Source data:
------
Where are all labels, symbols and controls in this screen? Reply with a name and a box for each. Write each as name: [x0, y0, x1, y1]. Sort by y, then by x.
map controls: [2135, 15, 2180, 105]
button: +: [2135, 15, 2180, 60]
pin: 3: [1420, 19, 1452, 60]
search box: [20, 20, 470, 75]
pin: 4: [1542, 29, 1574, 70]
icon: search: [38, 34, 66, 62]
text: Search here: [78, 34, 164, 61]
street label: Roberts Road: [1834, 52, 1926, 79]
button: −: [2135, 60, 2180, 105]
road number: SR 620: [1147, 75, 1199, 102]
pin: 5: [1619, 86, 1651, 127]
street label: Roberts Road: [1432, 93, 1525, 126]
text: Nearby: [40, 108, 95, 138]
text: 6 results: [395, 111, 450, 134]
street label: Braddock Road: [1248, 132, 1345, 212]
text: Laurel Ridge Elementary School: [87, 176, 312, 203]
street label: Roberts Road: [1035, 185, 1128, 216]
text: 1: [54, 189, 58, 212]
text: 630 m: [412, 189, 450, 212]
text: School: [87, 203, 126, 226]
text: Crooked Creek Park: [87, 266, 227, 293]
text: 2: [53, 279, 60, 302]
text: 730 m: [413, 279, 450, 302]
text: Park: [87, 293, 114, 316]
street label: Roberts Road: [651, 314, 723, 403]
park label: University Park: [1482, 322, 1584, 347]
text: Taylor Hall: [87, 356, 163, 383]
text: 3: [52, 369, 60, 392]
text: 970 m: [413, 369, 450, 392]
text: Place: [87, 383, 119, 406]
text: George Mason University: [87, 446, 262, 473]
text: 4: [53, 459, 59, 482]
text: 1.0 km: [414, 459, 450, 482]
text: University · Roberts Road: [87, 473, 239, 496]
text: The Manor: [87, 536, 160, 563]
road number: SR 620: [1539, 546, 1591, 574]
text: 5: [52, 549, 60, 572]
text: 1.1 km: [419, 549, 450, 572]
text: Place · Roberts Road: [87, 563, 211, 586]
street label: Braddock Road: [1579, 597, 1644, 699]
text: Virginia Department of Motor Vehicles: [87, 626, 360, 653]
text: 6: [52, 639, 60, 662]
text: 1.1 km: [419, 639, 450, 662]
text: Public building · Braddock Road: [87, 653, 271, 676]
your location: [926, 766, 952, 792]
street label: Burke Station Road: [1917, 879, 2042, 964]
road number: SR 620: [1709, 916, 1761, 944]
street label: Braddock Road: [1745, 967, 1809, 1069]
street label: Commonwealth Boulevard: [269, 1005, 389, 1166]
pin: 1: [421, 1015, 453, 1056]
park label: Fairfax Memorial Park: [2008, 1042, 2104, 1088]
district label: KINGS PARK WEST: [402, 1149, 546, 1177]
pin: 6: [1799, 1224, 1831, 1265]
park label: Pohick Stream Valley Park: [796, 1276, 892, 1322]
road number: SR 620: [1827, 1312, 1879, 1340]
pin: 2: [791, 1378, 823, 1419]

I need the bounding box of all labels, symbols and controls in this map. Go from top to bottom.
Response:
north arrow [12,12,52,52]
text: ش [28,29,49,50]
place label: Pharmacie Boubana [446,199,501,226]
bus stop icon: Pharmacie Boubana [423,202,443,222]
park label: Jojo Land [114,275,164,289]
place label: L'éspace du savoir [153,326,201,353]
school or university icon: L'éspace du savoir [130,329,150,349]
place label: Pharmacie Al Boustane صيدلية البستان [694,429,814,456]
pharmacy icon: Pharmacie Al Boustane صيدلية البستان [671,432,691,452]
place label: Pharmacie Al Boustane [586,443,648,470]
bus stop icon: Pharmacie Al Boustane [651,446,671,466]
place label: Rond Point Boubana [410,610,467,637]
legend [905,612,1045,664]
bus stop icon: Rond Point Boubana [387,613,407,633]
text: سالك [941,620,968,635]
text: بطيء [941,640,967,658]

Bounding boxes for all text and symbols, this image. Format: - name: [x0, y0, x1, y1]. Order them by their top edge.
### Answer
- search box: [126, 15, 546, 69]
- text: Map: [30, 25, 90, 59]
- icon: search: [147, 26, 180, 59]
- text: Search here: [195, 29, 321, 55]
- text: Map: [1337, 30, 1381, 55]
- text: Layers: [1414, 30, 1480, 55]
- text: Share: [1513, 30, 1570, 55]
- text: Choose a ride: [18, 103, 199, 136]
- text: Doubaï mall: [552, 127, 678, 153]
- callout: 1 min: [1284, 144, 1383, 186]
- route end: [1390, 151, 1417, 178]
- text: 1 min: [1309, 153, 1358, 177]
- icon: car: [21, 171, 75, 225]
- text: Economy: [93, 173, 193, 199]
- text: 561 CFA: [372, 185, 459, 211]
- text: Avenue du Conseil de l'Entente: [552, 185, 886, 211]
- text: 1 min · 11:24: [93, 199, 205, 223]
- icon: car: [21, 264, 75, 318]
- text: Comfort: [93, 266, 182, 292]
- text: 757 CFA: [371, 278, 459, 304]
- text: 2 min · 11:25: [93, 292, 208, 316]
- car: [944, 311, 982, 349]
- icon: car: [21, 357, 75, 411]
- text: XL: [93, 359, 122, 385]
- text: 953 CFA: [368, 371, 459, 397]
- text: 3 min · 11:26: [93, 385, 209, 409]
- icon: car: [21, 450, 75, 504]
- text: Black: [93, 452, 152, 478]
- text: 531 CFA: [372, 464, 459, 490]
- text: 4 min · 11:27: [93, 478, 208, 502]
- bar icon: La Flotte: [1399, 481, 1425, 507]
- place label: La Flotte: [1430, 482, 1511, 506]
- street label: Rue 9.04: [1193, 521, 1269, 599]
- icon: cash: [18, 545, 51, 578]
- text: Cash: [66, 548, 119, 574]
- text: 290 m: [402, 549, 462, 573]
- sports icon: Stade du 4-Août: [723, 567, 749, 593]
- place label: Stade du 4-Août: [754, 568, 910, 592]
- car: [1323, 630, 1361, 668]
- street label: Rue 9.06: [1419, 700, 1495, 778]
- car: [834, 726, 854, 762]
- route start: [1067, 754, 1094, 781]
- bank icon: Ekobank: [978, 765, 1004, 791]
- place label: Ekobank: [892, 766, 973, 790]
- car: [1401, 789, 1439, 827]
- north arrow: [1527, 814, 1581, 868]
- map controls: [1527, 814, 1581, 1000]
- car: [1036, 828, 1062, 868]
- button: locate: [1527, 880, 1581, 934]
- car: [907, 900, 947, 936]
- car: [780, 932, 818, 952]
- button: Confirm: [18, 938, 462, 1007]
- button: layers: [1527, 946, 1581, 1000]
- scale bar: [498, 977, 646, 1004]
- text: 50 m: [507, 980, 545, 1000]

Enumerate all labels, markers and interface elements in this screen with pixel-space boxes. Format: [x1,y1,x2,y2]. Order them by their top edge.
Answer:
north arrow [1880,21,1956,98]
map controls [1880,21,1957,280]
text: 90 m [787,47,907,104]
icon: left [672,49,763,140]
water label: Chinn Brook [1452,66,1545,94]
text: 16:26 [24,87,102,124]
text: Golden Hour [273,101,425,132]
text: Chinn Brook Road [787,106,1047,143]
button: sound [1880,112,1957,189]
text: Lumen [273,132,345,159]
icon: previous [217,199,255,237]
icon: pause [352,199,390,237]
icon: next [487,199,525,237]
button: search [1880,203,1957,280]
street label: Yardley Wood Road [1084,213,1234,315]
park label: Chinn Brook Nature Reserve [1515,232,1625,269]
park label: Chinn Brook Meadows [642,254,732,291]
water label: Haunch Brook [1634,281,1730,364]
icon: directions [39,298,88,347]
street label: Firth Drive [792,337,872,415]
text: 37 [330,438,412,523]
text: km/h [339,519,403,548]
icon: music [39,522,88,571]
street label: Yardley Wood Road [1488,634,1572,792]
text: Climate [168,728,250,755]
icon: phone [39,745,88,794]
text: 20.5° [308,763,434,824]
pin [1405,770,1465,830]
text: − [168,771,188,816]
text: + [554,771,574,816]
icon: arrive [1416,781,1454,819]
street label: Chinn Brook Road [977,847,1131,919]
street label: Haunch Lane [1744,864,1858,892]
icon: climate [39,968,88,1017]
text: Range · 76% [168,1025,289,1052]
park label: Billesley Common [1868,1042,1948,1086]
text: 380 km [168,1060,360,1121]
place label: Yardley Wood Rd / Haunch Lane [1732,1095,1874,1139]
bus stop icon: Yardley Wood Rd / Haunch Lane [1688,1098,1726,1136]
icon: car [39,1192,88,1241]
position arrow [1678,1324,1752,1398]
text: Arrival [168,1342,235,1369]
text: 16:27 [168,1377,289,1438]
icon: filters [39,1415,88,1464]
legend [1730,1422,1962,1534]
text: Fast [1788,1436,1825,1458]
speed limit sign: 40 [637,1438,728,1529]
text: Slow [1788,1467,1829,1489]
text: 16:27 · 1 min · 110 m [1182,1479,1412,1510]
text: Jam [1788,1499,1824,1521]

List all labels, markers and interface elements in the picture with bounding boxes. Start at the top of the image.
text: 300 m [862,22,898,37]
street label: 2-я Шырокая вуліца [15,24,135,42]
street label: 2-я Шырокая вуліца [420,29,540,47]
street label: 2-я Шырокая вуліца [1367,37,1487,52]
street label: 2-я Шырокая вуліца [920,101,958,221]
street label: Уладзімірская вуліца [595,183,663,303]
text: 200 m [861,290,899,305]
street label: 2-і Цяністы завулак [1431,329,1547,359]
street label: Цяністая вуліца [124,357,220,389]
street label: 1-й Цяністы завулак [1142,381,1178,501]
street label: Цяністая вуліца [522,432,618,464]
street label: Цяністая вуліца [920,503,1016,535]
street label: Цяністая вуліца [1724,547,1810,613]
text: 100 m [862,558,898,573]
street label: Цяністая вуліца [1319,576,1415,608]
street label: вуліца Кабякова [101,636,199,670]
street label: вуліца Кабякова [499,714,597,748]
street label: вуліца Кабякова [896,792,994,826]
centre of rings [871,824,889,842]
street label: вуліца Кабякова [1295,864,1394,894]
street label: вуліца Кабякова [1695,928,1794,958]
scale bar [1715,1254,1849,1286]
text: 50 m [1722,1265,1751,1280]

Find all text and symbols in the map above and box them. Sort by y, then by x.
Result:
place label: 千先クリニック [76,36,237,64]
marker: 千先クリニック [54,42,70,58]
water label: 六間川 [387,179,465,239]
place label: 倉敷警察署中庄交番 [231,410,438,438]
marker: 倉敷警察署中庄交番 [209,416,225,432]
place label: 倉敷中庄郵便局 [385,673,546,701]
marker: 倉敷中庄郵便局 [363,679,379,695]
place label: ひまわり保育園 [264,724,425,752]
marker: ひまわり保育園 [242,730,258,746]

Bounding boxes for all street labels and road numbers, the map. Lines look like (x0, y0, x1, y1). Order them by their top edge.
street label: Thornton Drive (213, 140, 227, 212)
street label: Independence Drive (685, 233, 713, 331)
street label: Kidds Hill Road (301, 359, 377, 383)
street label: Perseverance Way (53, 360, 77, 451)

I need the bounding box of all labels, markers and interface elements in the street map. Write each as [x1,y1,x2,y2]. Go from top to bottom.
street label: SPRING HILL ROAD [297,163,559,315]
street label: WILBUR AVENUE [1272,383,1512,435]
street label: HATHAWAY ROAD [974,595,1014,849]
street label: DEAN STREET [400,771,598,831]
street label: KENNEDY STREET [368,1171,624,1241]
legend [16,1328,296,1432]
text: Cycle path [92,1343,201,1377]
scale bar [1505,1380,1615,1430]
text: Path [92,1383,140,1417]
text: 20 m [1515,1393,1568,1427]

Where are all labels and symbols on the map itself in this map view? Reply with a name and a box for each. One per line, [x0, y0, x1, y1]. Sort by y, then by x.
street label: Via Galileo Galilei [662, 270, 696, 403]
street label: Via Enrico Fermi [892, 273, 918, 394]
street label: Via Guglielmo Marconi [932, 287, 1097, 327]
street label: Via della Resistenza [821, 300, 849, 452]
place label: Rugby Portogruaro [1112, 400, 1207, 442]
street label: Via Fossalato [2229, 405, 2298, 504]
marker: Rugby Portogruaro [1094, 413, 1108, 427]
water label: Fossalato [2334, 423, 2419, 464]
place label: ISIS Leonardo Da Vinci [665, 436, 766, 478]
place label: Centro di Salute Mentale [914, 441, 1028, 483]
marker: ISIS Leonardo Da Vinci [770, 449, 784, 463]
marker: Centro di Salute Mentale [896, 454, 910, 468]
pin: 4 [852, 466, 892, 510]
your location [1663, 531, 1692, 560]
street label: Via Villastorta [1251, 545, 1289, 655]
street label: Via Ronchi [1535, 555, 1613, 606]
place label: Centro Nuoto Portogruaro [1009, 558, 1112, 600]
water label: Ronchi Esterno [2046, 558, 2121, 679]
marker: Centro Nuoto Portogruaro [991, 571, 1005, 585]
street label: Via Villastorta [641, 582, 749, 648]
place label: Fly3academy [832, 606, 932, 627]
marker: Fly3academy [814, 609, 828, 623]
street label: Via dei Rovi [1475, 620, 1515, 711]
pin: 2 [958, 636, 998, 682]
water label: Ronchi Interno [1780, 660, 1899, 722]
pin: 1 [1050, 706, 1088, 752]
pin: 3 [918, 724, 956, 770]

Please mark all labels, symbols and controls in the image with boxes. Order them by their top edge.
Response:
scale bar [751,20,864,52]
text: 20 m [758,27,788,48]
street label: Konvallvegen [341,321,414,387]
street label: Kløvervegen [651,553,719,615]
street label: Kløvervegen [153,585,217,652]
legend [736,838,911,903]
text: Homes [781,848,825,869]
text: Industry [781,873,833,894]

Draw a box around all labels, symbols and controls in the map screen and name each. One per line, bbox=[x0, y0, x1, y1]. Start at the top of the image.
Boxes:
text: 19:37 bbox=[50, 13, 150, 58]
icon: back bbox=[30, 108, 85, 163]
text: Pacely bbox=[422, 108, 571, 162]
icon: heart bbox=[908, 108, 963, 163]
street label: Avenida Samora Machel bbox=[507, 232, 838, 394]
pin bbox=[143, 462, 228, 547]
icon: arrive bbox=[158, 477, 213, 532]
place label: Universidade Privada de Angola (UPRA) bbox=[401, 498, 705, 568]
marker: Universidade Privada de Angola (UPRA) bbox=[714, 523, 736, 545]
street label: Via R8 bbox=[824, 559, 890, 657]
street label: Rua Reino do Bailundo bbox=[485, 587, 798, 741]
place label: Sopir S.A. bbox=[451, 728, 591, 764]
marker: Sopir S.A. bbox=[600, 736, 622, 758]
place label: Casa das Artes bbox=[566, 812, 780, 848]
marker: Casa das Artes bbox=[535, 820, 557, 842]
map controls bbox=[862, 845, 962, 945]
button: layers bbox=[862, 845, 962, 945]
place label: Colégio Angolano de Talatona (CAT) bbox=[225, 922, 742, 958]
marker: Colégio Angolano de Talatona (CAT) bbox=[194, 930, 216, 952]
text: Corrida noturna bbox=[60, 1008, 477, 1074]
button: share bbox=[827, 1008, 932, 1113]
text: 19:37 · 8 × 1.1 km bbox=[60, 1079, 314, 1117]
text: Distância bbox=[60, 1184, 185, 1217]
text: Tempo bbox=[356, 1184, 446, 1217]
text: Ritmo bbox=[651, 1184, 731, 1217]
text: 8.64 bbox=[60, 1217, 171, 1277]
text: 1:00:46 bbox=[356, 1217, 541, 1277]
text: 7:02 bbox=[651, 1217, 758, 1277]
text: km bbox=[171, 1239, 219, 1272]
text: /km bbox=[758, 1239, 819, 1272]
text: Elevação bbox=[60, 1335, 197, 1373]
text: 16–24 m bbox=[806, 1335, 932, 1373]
------
**Task statement:** Review the preceding data and report every line that includes the string "interface".

**Result of the task:**
Enumerate all labels, markers and interface elements in this screen with pixel-space boxes. Format: [x1,y1,x2,y2]. Order them by their top edge.
List all labels, markers and interface elements in the picture with bounding boxes. Start at the top of the image.
I need the bounding box of all labels, markers and interface elements in the street map. Write each as [x1,y1,x2,y2]. Go from top to bottom.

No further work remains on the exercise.